== Segment start ==

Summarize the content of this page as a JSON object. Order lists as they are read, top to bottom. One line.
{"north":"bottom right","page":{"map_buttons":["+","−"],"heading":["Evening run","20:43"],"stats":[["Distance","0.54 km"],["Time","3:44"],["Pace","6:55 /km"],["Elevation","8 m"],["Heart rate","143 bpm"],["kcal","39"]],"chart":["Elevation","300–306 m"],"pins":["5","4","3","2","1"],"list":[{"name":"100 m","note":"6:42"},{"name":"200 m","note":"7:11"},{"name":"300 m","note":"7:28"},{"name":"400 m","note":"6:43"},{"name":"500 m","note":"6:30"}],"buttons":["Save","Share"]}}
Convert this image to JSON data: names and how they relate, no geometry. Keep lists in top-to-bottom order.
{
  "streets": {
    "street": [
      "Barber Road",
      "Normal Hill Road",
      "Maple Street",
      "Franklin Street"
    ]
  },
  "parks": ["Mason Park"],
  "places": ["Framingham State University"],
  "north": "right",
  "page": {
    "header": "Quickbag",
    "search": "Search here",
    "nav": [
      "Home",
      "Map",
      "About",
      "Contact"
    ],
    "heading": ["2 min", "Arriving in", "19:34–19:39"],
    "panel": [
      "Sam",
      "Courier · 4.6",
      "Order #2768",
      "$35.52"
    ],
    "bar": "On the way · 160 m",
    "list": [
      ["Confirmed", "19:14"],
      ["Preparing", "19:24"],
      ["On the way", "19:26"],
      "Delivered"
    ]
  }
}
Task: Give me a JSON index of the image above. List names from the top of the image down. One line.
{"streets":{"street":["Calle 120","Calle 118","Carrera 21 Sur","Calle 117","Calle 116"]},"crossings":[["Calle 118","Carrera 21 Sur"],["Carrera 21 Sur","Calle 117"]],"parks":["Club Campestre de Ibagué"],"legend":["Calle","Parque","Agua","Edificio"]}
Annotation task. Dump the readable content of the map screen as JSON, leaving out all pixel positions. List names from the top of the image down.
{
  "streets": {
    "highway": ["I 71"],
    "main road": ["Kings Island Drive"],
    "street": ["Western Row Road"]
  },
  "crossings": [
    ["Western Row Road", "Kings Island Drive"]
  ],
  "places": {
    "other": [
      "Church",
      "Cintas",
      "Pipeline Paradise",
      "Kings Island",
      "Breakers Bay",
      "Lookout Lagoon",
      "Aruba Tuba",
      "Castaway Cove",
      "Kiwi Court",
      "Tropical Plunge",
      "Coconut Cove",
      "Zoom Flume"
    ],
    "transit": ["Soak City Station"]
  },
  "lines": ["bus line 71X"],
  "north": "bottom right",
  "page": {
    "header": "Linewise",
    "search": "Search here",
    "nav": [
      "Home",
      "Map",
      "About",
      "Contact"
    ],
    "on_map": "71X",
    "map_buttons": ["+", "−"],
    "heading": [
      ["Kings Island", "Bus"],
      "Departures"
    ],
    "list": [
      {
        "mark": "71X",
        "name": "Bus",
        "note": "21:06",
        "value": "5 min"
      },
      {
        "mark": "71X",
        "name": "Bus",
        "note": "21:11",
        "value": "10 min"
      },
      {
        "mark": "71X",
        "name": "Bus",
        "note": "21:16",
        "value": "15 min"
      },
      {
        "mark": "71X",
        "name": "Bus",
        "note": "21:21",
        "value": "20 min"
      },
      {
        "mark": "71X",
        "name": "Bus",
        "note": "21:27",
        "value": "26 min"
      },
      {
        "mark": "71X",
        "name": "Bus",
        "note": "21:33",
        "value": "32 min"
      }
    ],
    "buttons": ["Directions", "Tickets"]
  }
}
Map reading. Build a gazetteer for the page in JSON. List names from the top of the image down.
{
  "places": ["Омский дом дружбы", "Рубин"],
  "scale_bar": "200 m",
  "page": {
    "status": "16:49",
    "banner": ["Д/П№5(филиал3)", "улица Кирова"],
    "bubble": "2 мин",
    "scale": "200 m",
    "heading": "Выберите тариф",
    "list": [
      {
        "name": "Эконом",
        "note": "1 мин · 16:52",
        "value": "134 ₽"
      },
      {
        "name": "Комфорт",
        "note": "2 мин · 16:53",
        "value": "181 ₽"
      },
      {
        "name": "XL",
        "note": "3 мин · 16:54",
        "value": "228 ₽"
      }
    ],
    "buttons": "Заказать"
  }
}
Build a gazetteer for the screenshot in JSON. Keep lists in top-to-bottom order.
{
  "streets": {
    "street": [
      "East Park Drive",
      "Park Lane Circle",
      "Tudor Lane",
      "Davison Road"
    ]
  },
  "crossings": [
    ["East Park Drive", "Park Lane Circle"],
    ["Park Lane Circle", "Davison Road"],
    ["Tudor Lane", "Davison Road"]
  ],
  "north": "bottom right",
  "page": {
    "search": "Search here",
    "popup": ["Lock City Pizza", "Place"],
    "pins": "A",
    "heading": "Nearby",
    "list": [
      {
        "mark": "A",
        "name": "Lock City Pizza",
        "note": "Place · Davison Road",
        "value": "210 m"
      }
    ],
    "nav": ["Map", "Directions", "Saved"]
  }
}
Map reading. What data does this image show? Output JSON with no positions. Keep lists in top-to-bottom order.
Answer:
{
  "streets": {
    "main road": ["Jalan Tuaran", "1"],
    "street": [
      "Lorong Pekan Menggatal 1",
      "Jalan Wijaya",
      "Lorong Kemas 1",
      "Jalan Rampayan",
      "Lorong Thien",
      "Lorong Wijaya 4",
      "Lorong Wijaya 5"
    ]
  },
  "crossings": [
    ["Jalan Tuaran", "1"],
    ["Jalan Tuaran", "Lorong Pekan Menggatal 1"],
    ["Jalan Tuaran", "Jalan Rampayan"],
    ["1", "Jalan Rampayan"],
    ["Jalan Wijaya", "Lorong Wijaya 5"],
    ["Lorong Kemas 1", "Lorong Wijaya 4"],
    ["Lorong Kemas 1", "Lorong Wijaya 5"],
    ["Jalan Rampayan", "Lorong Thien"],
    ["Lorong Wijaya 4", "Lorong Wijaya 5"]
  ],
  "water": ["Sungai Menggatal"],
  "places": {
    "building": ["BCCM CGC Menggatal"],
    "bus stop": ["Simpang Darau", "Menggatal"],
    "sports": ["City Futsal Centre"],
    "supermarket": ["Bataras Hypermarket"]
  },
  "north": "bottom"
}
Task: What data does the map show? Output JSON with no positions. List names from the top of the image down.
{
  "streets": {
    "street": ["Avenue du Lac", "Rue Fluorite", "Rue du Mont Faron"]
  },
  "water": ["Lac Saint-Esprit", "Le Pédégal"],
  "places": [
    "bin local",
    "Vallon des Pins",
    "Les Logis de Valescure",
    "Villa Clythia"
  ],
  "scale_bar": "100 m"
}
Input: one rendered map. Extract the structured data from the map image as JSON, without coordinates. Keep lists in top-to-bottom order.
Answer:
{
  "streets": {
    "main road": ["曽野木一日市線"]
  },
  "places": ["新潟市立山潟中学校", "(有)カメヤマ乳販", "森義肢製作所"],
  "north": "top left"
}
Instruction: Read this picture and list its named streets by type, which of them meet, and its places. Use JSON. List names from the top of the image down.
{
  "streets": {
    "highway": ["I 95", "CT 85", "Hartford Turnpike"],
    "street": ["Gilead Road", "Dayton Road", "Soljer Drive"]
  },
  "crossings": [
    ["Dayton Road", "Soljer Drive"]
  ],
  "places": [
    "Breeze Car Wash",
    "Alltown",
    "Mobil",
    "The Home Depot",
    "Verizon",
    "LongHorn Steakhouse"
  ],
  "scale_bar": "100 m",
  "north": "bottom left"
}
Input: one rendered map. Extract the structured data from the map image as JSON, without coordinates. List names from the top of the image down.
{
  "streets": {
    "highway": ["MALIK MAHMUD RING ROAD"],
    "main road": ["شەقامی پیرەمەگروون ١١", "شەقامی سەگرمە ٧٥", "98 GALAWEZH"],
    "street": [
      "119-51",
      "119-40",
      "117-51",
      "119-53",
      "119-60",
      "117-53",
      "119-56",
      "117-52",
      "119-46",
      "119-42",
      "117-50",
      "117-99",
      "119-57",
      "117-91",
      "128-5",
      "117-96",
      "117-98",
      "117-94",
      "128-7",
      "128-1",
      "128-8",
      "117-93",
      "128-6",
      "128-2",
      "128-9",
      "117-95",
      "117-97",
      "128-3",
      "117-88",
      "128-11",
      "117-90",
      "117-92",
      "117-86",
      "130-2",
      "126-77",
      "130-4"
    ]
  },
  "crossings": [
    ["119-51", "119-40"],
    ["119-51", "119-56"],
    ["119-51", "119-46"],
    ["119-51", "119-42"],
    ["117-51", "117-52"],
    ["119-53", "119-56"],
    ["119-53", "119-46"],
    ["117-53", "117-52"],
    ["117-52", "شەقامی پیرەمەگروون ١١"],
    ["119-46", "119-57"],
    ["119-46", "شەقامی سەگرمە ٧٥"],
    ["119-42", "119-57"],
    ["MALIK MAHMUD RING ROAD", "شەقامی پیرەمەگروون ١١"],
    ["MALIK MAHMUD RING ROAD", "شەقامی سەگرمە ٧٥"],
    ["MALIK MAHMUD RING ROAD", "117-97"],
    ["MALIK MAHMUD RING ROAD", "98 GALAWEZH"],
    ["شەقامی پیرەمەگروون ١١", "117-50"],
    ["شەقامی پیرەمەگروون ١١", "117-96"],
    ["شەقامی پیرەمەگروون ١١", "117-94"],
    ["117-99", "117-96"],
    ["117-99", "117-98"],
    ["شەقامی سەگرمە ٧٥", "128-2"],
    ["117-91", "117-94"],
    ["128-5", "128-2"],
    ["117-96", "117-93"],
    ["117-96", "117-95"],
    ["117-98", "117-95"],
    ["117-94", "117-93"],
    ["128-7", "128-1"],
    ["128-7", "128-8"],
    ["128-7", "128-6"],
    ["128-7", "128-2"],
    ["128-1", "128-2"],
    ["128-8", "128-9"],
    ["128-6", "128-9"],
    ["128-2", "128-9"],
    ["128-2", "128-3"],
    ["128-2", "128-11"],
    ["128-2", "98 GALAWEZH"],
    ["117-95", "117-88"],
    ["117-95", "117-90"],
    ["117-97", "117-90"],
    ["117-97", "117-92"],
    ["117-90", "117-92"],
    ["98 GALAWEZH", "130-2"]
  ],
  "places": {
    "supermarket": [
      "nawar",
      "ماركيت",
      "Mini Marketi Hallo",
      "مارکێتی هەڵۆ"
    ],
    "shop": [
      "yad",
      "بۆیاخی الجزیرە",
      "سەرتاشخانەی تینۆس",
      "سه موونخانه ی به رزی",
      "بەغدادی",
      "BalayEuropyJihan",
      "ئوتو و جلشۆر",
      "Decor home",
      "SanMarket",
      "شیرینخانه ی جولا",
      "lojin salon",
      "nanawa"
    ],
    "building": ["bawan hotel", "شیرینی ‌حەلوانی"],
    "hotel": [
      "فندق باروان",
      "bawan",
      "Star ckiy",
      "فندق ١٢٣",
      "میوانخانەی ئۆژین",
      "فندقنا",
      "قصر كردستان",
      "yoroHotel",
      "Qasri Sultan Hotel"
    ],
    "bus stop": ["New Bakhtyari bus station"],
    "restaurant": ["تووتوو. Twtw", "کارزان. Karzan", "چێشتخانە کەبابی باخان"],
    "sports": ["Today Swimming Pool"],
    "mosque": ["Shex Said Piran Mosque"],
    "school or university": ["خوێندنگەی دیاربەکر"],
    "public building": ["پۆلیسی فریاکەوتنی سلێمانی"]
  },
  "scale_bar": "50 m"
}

== Segment end ==

* _YOUR INSTRUCTIONS_: Throughout the data above, copy all lines where the word "names" is found.

* _SOLUTION BELOW_:
Convert this image to JSON data: names and how they relate, no geometry. Keep lists in top-to-bottom order.
Task: Give me a JSON index of the image above. List names from the top of the image down. One line.
Annotation task. Dump the readable content of the map screen as JSON, leaving out all pixel positions. List names from the top of the image down.
Map reading. Build a gazetteer for the page in JSON. List names from the top of the image down.
Task: What data does the map show? Output JSON with no positions. List names from the top of the image down.
Instruction: Read this picture and list its named streets by type, which of them meet, and its places. Use JSON. List names from the top of the image down.
Input: one rendered map. Extract the structured data from the map image as JSON, without coordinates. List names from the top of the image down.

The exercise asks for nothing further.